Feeds:
Posts
Comentários

Archive for 19 de junho de 2016

Nos vários ramos das ciências da natureza, cientistas utilizam estratégias reducionistas para aprofundar seus estudos. Fazem aproximações, descartando ou minimizando aspectos complicados, bem como aspectos comuns a todos os fenômenos relacionados. Ocupam-se prioritariamente de aspectos que diferenciam os vários fenômenos de determinada área. Esse tipo de estratégia economiza tempo e possibilita agilidade na busca de soluções. Dado o atual cenário da política brasileira, de conhecimento de todos que militam na área e de cientistas e estudiosos da ciência política, mas agora evidenciado para toda a sociedade pela operação lava jato, chegamos a um evidente impasse. Como está implícito na frase anterior, impasse há muito previsto pelos atores e estudiosos da cena política brasileira. Não se governa no Brasil sem chafurdar nos esgotos da corrupção. Pode-se até fazer política sem sujar as mãos, mas quem assim o faz, e eu conheço alguns políticos que assim procedem, não chega a ter êxito prolongado em cargos executivos.

O impasse atual vem do financiamento das campanhas eleitorais, que coloca na vala comum recursos limpos e recursos fraudulentos. Política, como se dizia antigamente, tem que ser feita no GOGÓ. É no discurso que o político deve convencer a comunidade do valor de seus ideais. Uma campanha eleitoral não deveria ser ofertada como se oferta um produto de beleza. Essa é uma questão ampla e complexa que não pode ser continuada aqui, porque fugiríamos do propósito inicial do artigo.

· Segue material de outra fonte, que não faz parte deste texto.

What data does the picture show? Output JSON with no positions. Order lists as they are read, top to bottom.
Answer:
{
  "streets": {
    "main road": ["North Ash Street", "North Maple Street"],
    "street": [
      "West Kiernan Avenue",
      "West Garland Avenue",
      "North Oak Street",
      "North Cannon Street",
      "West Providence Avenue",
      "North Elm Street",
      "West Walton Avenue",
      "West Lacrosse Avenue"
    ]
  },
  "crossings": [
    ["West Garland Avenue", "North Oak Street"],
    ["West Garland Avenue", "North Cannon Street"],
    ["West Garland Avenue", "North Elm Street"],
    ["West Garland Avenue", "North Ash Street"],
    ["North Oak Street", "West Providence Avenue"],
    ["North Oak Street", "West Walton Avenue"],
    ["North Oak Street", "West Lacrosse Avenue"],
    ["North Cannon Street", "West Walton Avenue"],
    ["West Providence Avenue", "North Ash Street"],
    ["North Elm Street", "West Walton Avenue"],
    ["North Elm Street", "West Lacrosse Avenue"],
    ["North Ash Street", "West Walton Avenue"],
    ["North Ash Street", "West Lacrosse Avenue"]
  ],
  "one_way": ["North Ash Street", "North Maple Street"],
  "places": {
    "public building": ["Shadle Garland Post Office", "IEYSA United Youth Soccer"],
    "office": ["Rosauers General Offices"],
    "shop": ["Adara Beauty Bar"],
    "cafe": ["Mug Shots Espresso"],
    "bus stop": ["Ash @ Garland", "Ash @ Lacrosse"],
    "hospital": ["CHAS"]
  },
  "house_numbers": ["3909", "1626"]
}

Afinal, qual é o impasse? O impasse é que, salvo os pequenos partidos de esquerda, sobretudo PSOL e PSTU, todos os outros estão, em menor ou maior grau, atolados nesse mar de lama da corrupção que veio à tona pela lava jato. O quê fazer? Prender todos os envolvidos? De onde sairão os novos ocupantes de cargos legislativos e executivos? Porque é disso que se trata neste momento. Se fizermos tábula rasa de nosso cenário político, não sobra um para contar a história. Pequenos exageros à parte, em função das exceções supra mencionadas, essa é a realidade.

Se juiz fosse, envolvido com este imbróglio, proporia o mecanismo reducionista da ciência. E faço esta sugestão sem qualquer parti pris, apenas obedecendo preceitos da lógica cartesiana. Ou seja, não sei, salvo os casos divulgados pela imprensa, que partidos ou políticos seriam prejudicados.

O mecanismo reducionista que proponho exige uma relativização dos casos de corrupção, uma espécie de categorização, ou como se diz na ciência, uma taxionomia da corrupção política. A expressão é bonita, mas o que está por trás é muito feio. Existem claramente três categorias (o verbo ROUBAR é usado aqui para representar genericamente atos de corrupção. Não se refere necessariamente a um roubo explícito. Pode significar, por exemplo, o pagamento de materiais de propaganda eleitoral em troca de um benefício legislativo, como uma lei que favoreça determinado segmento empresarial):

  1. O político permite que seus aliados roubem para obter maioria nas casas legislativas;
  2. O político rouba para alimentar suas estratégias de propaganda eleitoral;
  3. O político rouba para seu enriquecimento.

A categoria (1) tem duas nuanças. A maioria legislativa pode ser usada para a aprovação de políticas públicas de inclusão social (bolsa família, minha casa minha vida, etc), ou para o benefício do capital (flexibilização das leis trabalhistas, etc). As duas alternativas fazem parte do jogo político, da luta ideológica, é a essência da disputa eleitoral. É a razão da vida civilizada.

A categoria (2) é apenas o desvirtuamento da categoria (1).

O problema ético mais sério e socialmente perverso é o representado pela categoria (3). O político enquadrado nesta categoria não está interessado em beneficiar a sociedade. É para o seu proveito que ele mergulha nos esgotos da corrupção. O mecanismo de salvaguarda mais comum utilizado por esta categoria é a transferência de recursos financeiros para os paraísos fiscais.

Então, fica evidente que se tivermos que punir sem destruir todo o sistema, teremos que concentrar a punição naqueles políticos que mantêm contas secretas no exterior.

Para usar o estilo da suprema corte, finalizo dizendo:

Este é o meu parecer, com a data venia de intelectuais e puristas da ciência política. Sem as devidas citações a Charles Montesquieu, Jean-Jacques Rosseau, John Locke e Adam Smith, fico com a tosca reflexão nascida de minha vivência e simplista intuição.

Read Full Post »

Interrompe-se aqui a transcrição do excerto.